Saved entries
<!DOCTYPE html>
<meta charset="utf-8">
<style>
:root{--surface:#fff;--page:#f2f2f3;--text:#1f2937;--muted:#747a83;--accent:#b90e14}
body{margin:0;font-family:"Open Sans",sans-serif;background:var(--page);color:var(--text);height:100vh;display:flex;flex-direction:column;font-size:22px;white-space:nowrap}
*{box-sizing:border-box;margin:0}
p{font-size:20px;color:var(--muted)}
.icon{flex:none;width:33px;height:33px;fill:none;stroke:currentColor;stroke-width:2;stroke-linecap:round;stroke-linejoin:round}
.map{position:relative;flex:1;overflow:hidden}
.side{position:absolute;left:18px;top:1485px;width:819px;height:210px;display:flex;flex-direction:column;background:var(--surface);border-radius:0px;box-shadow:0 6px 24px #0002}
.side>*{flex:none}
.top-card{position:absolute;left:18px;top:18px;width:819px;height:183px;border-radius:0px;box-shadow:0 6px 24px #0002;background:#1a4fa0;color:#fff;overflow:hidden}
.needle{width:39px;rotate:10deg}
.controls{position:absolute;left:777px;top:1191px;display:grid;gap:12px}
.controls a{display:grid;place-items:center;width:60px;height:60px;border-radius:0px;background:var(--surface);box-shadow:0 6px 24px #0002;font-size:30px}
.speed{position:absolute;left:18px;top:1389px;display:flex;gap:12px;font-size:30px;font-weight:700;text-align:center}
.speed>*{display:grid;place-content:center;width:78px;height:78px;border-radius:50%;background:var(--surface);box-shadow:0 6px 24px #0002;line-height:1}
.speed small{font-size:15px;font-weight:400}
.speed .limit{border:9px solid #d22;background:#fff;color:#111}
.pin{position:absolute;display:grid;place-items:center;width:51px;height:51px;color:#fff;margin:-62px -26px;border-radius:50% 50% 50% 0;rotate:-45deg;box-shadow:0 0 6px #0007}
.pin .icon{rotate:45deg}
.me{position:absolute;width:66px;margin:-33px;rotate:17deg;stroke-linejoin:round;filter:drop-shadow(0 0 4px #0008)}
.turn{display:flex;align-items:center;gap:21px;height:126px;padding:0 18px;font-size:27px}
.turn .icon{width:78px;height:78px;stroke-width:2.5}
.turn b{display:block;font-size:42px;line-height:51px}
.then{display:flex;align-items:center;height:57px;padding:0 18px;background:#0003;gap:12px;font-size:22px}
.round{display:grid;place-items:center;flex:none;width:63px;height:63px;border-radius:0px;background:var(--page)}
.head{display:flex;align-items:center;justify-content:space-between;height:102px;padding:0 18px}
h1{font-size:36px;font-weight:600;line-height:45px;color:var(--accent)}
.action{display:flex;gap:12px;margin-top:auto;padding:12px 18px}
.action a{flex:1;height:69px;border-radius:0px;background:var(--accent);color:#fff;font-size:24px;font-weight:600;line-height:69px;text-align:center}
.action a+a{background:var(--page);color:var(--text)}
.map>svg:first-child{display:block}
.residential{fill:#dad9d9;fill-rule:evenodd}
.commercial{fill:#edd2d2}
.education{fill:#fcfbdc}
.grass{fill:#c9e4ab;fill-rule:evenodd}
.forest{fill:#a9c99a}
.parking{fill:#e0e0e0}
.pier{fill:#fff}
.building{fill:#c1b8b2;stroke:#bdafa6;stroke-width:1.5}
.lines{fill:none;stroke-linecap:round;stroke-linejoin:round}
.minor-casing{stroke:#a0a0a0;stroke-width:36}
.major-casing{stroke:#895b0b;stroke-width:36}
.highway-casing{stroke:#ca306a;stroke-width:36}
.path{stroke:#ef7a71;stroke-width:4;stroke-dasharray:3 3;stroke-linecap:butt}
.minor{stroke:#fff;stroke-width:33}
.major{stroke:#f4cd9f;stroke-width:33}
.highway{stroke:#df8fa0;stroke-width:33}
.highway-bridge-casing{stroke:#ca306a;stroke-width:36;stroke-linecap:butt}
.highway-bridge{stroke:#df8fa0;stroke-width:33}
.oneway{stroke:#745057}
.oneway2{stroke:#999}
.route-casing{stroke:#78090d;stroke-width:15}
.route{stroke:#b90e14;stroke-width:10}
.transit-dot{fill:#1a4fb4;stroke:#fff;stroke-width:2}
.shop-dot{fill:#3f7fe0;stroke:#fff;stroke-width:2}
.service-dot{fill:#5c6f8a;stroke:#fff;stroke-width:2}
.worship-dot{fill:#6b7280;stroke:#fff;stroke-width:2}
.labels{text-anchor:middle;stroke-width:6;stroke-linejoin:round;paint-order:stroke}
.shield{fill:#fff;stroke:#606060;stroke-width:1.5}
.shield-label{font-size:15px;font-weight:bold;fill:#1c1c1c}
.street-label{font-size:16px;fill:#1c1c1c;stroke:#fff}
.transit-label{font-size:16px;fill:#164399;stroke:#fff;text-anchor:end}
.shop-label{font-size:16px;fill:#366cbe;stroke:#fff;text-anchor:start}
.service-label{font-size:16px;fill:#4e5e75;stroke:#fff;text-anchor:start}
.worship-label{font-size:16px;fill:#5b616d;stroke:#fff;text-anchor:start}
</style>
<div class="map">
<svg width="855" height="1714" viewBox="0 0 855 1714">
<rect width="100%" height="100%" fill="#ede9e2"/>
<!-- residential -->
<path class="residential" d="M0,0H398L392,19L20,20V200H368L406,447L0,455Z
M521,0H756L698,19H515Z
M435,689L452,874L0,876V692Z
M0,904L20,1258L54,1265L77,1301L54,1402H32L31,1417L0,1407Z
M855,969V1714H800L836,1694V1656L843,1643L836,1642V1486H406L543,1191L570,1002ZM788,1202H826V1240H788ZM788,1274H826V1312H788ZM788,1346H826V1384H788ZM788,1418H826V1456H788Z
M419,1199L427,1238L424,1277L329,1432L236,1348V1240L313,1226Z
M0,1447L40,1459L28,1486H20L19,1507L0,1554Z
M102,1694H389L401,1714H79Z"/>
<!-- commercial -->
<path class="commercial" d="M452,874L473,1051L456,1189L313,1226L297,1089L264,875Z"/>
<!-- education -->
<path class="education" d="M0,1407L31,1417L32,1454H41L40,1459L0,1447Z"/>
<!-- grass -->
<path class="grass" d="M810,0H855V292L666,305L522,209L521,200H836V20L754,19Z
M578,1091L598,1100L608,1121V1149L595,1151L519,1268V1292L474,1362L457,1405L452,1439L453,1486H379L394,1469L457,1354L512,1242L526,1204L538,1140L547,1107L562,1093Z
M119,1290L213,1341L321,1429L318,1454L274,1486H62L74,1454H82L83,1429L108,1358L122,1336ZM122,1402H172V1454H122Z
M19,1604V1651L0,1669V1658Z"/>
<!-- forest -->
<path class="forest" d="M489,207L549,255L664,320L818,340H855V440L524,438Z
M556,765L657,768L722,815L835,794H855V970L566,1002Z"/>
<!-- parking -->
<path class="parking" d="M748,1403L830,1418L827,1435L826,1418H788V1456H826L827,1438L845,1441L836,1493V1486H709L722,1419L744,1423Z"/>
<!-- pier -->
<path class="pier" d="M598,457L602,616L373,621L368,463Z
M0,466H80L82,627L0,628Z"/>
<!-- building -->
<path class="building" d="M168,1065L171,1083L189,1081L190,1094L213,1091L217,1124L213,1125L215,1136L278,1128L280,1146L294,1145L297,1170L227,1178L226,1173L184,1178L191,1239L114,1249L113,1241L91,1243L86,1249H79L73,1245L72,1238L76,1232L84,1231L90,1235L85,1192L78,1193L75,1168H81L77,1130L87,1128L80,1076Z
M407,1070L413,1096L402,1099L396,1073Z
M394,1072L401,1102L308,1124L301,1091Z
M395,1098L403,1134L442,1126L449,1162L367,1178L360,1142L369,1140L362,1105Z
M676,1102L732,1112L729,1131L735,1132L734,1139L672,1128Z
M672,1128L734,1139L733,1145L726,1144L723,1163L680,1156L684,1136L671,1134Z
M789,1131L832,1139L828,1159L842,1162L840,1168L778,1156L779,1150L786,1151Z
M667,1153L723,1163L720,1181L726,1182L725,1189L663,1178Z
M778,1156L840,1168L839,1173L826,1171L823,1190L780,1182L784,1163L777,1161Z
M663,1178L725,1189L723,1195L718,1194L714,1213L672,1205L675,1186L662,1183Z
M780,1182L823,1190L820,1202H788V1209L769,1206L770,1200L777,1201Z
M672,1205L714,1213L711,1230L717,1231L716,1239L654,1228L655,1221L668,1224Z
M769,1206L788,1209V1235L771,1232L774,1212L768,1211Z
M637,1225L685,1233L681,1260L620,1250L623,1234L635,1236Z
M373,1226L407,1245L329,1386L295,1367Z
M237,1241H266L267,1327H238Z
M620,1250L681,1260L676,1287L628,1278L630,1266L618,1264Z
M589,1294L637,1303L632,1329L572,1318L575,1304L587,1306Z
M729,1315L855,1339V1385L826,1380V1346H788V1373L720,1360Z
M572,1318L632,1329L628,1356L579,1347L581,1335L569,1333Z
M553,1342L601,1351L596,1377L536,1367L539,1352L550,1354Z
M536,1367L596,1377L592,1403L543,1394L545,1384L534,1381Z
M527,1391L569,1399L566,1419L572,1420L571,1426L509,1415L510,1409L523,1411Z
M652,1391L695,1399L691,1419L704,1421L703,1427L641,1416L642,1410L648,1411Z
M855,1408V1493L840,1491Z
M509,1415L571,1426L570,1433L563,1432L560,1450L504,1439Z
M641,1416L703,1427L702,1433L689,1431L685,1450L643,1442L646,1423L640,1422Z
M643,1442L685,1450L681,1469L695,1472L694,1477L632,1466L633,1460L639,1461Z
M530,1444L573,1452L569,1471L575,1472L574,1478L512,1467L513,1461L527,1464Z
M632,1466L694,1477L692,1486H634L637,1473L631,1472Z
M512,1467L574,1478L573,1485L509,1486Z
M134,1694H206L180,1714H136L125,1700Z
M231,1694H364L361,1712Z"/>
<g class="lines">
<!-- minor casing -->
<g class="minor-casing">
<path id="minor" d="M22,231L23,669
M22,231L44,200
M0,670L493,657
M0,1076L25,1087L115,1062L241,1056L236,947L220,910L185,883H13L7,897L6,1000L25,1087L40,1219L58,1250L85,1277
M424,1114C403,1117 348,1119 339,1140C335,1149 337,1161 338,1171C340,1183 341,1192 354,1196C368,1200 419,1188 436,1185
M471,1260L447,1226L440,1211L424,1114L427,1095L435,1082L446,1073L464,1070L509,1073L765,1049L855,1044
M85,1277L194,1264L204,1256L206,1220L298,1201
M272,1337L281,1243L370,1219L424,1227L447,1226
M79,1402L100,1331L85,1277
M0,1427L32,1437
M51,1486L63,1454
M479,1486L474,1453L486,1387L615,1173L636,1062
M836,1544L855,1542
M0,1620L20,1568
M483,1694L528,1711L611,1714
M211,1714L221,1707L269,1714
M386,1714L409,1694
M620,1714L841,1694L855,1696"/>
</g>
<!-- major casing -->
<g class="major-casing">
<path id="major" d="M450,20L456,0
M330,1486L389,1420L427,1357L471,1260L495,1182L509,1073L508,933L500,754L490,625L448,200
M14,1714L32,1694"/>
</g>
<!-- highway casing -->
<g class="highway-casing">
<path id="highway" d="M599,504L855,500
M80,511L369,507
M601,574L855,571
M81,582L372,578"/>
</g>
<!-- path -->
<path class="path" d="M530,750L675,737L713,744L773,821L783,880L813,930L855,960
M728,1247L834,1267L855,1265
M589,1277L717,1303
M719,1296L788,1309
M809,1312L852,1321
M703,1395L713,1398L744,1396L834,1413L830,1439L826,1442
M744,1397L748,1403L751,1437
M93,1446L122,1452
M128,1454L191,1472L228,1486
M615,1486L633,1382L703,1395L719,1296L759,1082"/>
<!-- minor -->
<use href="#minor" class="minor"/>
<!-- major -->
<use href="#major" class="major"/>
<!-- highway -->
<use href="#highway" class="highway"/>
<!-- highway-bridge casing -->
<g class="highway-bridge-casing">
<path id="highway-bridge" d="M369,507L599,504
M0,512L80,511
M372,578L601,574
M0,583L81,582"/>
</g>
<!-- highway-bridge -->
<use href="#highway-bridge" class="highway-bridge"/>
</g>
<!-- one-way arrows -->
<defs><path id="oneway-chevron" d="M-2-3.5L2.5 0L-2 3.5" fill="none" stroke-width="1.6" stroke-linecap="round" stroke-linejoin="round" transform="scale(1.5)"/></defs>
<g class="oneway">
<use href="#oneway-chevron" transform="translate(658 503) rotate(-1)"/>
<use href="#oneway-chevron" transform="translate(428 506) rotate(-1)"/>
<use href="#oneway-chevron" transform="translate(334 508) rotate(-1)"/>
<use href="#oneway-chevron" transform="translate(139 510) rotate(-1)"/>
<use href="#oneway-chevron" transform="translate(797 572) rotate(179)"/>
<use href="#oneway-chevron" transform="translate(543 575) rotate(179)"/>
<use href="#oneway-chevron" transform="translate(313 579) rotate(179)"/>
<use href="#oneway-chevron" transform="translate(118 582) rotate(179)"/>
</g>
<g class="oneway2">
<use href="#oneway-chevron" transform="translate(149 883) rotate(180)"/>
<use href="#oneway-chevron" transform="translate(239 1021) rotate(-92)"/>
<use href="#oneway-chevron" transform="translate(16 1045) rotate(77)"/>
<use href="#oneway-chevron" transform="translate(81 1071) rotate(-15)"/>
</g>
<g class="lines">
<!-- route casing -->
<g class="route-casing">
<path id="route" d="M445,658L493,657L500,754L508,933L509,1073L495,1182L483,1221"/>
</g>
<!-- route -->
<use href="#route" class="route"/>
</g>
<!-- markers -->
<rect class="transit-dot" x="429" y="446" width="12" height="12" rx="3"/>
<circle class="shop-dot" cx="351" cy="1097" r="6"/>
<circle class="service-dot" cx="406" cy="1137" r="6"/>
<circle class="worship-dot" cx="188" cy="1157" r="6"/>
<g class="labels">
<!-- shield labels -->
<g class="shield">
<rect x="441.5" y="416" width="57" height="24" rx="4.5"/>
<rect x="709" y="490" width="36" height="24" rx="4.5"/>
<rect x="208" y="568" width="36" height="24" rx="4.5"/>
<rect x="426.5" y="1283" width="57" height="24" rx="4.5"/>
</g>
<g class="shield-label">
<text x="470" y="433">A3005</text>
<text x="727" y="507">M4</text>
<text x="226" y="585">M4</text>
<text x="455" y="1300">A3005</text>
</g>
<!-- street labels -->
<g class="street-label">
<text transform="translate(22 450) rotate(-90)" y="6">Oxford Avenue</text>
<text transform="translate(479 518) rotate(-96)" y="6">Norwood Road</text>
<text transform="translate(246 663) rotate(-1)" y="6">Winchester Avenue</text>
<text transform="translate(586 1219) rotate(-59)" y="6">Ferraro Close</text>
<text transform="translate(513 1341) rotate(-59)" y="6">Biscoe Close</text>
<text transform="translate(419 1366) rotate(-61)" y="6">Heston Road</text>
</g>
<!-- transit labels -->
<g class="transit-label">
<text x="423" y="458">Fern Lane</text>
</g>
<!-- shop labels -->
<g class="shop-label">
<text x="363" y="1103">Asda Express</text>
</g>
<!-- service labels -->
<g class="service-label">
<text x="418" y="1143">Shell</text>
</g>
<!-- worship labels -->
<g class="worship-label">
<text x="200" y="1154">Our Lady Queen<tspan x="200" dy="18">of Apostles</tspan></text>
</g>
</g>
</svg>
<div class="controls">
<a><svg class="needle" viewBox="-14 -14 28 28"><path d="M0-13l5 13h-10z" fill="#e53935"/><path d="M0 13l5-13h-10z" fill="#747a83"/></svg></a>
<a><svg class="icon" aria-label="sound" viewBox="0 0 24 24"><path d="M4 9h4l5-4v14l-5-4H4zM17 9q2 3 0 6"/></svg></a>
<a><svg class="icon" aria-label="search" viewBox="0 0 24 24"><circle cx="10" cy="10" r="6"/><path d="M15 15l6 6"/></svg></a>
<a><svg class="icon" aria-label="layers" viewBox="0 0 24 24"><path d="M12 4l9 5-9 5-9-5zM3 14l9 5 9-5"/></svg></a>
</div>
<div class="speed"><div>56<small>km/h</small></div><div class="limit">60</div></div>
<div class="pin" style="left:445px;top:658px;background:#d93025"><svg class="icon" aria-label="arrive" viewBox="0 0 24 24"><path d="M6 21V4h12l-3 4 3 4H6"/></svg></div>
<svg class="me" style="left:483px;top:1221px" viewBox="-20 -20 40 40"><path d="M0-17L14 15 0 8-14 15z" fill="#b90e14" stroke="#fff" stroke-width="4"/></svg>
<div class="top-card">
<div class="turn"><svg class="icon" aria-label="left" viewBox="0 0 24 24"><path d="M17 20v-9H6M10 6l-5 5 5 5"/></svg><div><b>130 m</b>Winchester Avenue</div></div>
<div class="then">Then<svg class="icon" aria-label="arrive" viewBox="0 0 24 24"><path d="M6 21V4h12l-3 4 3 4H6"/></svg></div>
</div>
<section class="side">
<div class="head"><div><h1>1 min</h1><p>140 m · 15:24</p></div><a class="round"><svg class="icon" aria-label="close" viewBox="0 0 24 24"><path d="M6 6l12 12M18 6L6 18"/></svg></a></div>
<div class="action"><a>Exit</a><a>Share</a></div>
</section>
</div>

— EXERCISE DETAILS —
Filter on the word "overflow": copy each matching line from the entries above.

— RESULT OF THE EXERCISE —
.map{position:relative;flex:1;overflow:hidden}
.top-card{position:absolute;left:18px;top:18px;width:819px;height:183px;border-radius:0px;box-shadow:0 6px 24px #0002;background:#1a4fa0;color:#fff;overflow:hidden}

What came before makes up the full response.